Translation Pipeline

Giza Commands

build model
- giza translate build_translation_model --config <translate.yaml>
- giza translate bm -c <translate.yaml>
- These commands create a translation model with the configuration taken from the translate.yaml config.
- First create some some empty directory that the script should run in. Specify that as the "project_path" in the config.
- Then create (or resuse) a directory that the auxilary corpus files (the tokenized fies , truecased files, etc.) should be written to. Specify that as the "aux_corpus_files" in the config.
- Additionally, specify the paths to the top most mosesdecoder directory and the topmost irstlm directory
- Next create your corpora. This should be one file in the source language and one in the target language for training, tuning, and testing. You can't use multiple corpora with Moses easily.
  - These could be individual corpora such as KDE4 or Europarl, or they could be hybrid ones
  - The create_corpora script can be used to create good hubrid corpora. See its documentation for how to use it.
  - Specify the paths to the training, tuning and testing directories. The source and target language files training should be together, the files for tuning should be together, and the files for testing should be together. The three sets can have different directories though. The source and target language files for each should have the same name except for the final extensions.
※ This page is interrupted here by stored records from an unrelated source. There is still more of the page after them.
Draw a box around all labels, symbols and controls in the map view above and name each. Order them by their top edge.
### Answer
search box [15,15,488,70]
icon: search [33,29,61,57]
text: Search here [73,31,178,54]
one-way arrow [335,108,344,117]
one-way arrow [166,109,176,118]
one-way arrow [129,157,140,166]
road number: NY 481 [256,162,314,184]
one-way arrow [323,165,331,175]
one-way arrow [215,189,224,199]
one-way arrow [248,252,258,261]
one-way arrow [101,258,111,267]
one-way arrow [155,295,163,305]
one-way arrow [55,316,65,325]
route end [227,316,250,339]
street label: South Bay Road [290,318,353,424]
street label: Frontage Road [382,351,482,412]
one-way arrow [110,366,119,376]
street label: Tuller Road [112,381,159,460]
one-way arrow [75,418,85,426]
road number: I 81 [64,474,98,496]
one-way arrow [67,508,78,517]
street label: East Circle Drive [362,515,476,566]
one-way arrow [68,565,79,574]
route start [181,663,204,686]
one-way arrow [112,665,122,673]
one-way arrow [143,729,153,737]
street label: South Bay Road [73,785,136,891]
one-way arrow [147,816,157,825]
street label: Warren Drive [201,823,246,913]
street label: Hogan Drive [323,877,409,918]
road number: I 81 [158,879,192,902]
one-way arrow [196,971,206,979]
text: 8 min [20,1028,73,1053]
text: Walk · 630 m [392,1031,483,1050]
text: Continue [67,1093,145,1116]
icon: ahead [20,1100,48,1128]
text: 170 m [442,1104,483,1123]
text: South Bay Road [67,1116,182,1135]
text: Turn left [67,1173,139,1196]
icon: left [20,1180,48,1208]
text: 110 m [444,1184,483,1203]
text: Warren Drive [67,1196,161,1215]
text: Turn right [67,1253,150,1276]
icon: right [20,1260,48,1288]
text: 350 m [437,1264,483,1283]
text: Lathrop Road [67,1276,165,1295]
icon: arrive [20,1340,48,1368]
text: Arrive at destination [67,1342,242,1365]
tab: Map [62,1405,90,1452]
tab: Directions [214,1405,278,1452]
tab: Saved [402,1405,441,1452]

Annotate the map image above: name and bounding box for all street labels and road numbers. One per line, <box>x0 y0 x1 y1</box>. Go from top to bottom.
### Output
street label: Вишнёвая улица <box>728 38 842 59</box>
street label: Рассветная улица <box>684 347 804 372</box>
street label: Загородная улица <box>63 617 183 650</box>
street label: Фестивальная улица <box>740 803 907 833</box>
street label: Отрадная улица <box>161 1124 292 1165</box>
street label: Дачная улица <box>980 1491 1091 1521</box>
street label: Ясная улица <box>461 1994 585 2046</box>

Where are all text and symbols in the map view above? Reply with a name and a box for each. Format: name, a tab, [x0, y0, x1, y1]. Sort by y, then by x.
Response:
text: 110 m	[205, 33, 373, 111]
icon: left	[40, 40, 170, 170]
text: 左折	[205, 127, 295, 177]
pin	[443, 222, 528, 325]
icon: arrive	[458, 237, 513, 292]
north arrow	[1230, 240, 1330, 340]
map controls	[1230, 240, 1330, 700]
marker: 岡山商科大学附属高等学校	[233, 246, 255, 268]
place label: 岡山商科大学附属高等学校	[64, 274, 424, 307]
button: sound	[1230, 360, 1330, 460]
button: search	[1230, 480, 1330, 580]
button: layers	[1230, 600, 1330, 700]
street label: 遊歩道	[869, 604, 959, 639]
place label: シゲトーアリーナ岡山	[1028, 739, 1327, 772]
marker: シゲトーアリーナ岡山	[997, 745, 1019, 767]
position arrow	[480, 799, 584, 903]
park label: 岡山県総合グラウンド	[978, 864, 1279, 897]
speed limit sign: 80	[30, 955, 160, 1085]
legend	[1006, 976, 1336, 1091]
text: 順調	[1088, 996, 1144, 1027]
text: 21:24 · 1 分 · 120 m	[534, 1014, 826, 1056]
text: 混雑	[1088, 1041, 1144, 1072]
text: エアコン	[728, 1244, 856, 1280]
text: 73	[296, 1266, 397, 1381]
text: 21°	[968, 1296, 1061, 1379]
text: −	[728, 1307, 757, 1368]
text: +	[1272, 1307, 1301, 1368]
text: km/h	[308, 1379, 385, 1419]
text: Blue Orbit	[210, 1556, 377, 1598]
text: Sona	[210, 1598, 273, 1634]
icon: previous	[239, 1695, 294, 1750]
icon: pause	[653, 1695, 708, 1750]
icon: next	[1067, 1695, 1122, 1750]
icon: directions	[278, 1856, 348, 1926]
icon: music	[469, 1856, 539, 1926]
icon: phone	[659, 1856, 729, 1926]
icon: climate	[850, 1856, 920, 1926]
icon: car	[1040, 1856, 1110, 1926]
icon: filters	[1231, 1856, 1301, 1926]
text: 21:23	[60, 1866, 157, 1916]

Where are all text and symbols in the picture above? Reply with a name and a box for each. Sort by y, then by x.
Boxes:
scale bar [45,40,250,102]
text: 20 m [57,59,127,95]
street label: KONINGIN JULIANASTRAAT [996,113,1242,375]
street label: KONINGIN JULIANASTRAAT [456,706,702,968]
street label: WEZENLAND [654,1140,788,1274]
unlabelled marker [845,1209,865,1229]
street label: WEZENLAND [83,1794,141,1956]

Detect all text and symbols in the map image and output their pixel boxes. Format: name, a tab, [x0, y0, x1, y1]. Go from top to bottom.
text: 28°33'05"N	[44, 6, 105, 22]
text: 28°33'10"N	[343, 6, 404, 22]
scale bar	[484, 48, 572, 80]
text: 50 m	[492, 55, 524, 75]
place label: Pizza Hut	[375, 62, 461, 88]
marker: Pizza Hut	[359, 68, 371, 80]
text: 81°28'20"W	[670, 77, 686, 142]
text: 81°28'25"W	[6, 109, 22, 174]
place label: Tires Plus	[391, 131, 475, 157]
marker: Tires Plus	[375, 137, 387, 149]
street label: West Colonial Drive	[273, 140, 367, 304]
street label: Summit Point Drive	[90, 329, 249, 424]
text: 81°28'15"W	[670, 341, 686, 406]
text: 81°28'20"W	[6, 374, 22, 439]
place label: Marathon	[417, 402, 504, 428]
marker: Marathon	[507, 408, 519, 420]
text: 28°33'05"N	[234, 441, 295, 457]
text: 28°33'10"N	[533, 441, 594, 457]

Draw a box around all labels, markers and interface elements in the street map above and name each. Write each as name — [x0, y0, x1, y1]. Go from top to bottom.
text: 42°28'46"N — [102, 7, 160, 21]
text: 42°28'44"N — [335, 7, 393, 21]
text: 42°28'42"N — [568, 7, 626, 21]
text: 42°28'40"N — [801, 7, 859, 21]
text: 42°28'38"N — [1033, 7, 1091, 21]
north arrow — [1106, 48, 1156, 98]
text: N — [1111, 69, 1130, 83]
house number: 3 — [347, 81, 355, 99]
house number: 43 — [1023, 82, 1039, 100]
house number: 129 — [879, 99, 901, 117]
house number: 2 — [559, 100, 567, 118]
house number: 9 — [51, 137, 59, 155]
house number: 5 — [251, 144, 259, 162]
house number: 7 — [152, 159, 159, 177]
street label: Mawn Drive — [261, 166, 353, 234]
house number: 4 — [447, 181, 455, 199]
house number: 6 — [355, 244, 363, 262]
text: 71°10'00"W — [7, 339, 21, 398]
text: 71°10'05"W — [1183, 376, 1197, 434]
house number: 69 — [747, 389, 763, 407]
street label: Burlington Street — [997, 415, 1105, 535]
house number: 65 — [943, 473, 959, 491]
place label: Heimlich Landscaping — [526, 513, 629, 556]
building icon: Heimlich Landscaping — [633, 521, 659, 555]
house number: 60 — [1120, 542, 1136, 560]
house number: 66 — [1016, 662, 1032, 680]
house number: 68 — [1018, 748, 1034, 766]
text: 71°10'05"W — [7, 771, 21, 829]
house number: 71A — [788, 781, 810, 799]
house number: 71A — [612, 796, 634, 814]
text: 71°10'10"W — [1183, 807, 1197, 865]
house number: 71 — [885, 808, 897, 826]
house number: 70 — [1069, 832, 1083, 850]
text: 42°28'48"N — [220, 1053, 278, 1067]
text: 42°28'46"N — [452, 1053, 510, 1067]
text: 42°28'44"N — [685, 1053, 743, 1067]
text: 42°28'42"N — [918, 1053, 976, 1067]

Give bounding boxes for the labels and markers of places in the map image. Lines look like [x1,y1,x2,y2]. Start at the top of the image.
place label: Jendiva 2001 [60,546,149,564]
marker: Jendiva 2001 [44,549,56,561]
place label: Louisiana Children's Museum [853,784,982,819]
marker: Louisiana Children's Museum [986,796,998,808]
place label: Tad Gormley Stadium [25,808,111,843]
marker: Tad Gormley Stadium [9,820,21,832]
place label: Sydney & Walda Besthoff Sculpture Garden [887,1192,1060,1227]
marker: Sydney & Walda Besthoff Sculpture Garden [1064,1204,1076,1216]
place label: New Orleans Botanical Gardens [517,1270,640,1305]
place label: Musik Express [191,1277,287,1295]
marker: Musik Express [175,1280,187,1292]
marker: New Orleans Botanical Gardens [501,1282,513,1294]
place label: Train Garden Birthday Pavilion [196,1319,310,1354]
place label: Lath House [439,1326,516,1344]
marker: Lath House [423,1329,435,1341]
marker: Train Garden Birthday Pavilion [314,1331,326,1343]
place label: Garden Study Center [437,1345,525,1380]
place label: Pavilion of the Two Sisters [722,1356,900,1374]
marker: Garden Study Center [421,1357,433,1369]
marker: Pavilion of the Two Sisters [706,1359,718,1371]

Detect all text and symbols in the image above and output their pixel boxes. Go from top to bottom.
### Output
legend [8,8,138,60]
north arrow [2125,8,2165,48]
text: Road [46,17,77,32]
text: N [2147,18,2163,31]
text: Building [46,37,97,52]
For example: in testdir/ you'd have test.es-en.en and test.es-en.es. When specifying the name in the config, leave off the final language extension.
- Specify your run settings.
  - Threads is the number of threads for multi-threaded moses/irstlm/mgiza commands in any given process. Pool_size is the number of processes that build_model will run at once.
  - phrase_table_name and reordering_name are a bit trickier. In general they are 'phrase_table' and 'reordering_table' in some cases- mainly when doing factorized or OSM models- this name changes to something like phrase_table.0-0,1. This would be found under project/0/working/train/model. As such you can't actually know exactly what the answer is before you run it. Usually this will just cause an error late in the script (around tuning or testing) and you'll have to fix the name at then rerun the whole script or those sections if you feel like editing the initial script.
- Specify your training_parameters. If you know what you want to run you can just make a simple yaml attribute. If you make a list, as shown in the example, it will run all combinations of the parameters in parallel using as many processes as the pool-size allows.
- Run the build model command in the background. Expect it to take a long time. It should email you if it succeeds, however make sure to monitor if the process is still running. ps aux | grep 'moses' usually does the trick.
- Look at data.csv in the project directory to get the results from the test. The highest BLEU score is the best result.
- To see a sample from the model, look at project/0/working/test.en-es.translate.es (note es will be your target language).
create corpora
- giza translate create_corpora --config <corpora.yaml>
- giza translate cc -c <corpora.yaml>
- These commands create training, tuning, and testing corpora from mutliple different input corpora
- The first thing to do is create the config file.
  - The container_path is the path to the directory that the corpora will be placed in. If you provide just a name then a directory of that name will be placed in the current directory.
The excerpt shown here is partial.